**TRY IT**
For every line of the records below that holds "body", add one. Give only the final total.

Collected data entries
------------------------------------------------------------

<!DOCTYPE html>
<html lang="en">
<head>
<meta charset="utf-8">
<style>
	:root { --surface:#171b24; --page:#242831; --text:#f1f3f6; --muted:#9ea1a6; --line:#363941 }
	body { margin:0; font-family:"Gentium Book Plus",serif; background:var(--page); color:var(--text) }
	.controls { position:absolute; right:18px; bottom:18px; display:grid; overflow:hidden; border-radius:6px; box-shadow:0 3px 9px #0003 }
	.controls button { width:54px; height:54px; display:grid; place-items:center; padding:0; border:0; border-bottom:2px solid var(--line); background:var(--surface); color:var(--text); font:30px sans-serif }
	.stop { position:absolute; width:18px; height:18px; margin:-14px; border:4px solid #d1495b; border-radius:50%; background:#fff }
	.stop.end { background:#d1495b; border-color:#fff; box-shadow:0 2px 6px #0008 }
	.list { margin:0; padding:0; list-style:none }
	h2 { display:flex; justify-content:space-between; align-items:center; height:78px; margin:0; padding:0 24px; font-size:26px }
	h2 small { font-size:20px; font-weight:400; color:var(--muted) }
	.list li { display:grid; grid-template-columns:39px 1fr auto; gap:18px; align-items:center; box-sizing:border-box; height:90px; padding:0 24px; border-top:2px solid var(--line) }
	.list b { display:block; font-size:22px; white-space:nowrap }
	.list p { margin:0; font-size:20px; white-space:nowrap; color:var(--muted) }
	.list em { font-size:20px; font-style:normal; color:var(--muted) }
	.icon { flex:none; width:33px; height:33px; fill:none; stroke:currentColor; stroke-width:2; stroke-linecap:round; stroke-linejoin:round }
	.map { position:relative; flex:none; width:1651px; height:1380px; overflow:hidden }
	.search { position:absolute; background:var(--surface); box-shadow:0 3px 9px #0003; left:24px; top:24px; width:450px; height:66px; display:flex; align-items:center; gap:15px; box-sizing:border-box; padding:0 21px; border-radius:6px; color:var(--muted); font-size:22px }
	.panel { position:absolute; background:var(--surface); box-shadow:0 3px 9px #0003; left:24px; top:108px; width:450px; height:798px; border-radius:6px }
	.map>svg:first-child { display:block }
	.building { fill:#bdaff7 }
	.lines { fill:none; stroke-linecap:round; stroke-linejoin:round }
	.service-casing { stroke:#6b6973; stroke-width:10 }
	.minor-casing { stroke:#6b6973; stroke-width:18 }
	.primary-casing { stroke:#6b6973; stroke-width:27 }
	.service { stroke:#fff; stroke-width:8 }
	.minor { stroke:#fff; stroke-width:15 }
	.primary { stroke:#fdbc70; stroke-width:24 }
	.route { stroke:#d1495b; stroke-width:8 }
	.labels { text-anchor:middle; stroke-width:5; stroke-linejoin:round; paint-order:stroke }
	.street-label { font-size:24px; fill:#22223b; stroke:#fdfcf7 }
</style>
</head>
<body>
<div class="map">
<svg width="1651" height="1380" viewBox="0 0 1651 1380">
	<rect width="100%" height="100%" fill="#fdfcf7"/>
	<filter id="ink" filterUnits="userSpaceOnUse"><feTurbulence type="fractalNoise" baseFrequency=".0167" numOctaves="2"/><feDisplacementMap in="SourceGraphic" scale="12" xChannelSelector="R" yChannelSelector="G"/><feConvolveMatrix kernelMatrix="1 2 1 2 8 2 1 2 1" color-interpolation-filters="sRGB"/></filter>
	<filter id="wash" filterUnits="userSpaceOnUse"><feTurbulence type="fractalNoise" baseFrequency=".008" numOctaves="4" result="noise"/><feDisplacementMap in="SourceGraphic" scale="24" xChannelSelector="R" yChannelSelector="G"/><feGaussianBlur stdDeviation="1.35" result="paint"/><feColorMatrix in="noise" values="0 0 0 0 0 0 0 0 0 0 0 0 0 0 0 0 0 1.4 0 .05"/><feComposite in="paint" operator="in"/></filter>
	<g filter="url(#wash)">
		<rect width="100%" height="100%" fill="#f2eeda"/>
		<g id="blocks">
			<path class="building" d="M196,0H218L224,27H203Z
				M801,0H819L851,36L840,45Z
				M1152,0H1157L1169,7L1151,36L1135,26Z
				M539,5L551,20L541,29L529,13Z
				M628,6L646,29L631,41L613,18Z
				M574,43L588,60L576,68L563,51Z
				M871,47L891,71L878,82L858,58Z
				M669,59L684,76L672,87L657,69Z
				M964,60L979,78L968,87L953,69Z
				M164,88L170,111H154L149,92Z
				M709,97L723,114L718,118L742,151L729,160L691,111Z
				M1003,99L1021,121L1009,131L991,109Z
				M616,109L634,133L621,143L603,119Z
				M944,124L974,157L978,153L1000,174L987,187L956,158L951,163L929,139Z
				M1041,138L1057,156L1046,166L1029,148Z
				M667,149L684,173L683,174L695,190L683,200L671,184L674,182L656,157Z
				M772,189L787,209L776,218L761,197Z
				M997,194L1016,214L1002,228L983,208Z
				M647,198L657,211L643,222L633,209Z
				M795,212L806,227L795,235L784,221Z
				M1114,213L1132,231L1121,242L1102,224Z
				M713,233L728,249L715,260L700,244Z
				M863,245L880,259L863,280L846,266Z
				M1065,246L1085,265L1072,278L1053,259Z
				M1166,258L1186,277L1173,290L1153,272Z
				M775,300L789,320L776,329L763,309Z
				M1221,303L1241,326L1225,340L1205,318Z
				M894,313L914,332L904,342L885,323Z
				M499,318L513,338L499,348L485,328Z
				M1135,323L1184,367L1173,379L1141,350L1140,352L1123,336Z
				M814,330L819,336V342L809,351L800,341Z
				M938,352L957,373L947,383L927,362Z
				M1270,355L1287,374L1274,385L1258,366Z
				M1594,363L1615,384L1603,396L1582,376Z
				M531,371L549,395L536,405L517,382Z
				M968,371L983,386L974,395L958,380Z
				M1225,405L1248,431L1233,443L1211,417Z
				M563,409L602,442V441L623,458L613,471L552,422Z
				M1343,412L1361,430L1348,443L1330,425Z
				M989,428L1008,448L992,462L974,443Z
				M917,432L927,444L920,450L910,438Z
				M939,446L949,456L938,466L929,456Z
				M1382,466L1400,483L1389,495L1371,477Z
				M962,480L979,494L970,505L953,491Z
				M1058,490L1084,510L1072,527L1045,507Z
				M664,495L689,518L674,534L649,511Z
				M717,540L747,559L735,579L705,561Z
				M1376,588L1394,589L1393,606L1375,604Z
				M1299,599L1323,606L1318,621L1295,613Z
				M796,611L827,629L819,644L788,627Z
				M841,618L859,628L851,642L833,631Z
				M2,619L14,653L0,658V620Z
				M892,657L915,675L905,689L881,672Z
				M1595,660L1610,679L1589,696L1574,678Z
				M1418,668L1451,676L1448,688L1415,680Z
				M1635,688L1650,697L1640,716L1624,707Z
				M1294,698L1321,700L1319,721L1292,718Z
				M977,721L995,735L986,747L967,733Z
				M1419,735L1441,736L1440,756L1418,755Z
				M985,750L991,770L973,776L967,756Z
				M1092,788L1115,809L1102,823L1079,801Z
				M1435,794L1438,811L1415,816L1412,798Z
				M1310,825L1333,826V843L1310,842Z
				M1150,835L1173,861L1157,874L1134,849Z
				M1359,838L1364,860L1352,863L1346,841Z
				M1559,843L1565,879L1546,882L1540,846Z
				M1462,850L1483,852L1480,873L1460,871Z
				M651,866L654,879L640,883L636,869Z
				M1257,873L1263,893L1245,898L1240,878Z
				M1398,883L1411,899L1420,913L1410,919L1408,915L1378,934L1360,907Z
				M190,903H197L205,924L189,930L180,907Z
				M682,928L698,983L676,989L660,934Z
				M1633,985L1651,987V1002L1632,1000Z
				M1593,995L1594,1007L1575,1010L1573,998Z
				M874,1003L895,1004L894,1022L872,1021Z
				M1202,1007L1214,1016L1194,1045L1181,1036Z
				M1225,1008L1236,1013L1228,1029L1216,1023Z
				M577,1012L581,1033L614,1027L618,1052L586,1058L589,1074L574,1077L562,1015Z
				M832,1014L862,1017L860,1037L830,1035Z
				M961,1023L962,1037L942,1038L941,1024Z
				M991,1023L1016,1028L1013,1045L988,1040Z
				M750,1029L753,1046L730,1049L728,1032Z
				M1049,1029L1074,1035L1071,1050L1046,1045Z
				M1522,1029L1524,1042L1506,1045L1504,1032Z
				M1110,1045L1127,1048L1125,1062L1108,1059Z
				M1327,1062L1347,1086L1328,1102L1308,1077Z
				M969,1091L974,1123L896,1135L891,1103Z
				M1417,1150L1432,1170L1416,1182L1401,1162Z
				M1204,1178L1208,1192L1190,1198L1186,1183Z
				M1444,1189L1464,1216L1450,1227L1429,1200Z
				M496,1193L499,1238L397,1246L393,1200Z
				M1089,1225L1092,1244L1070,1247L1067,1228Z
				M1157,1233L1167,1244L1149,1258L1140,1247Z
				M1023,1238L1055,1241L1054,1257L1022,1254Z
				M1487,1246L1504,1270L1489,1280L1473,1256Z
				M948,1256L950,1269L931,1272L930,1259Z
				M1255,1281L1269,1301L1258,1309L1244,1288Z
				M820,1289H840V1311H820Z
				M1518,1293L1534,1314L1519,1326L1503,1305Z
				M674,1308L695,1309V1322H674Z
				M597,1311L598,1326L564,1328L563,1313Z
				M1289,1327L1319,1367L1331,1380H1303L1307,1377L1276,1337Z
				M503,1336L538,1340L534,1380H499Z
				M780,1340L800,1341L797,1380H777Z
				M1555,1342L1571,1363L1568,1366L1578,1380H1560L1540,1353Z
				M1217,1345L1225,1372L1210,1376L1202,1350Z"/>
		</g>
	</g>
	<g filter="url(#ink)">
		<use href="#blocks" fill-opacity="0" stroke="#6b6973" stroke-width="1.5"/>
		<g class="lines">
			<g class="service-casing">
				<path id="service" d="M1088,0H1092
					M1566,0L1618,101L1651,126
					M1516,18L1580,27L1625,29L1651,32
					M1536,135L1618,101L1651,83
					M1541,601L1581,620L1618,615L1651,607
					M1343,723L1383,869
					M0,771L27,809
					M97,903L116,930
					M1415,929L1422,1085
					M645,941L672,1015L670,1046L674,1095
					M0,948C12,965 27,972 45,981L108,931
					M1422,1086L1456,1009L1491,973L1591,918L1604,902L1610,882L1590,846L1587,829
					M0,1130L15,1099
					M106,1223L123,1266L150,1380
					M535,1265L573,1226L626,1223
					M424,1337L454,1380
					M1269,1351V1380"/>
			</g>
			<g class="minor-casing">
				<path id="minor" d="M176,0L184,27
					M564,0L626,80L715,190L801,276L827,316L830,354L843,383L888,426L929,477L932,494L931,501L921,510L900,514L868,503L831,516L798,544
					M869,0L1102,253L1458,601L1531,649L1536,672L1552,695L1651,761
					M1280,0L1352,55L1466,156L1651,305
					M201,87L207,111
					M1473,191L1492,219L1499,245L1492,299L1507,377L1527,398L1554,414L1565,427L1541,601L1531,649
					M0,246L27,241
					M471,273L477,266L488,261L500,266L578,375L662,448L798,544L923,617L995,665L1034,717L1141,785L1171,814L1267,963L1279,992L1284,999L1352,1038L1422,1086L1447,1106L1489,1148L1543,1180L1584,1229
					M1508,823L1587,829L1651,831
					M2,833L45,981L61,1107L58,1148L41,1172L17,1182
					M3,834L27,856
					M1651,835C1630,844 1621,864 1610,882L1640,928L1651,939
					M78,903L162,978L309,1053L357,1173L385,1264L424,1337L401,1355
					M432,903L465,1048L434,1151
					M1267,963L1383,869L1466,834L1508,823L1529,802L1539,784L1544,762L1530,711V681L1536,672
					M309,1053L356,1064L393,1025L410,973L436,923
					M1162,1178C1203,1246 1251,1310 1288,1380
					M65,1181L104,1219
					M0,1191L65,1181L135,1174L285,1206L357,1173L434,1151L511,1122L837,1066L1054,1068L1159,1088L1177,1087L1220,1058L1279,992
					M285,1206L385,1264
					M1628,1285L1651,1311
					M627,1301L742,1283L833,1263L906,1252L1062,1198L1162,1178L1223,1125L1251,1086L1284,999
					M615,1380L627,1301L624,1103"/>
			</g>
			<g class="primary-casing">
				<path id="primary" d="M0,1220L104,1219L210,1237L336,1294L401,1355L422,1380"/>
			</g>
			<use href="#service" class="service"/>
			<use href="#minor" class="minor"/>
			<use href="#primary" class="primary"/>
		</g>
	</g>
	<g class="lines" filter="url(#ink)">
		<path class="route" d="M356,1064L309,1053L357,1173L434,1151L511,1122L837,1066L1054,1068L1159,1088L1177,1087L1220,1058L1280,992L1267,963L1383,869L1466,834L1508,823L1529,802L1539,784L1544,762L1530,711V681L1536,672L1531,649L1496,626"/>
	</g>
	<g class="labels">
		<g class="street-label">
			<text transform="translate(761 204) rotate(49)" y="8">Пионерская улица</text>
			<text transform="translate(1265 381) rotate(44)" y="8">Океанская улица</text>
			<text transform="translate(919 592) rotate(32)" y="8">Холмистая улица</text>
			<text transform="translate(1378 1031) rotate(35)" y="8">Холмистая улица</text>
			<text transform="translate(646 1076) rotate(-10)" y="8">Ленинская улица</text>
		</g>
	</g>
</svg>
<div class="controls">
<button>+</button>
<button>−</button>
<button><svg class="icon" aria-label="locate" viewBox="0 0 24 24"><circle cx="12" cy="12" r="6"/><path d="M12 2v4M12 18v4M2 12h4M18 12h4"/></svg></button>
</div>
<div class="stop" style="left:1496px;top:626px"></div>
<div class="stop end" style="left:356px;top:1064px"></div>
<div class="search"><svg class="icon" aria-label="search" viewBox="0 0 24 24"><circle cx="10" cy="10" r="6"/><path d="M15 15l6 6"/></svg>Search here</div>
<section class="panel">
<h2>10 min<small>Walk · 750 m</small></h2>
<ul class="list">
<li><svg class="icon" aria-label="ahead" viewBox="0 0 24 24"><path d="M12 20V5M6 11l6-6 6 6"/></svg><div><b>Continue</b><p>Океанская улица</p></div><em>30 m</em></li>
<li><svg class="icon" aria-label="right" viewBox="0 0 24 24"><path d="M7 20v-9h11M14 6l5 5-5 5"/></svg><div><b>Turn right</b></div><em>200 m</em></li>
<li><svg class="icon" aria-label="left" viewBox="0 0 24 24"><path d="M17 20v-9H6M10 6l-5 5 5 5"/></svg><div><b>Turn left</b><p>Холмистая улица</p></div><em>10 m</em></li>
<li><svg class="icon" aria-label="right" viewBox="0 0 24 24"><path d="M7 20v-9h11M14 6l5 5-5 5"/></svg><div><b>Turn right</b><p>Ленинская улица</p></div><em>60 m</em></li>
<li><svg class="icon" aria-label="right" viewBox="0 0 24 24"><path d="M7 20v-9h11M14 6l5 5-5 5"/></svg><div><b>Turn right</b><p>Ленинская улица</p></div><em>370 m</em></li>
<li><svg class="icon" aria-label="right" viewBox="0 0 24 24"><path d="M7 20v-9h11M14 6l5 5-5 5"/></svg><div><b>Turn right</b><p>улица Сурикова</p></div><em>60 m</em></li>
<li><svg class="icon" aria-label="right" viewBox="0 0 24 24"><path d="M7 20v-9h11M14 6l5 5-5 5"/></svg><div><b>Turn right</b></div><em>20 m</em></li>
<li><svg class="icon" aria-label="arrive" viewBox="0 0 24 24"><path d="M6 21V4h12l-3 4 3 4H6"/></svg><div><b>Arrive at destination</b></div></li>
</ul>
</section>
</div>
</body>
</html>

------------------------------------------------------------

**RESPONSE BOX**
3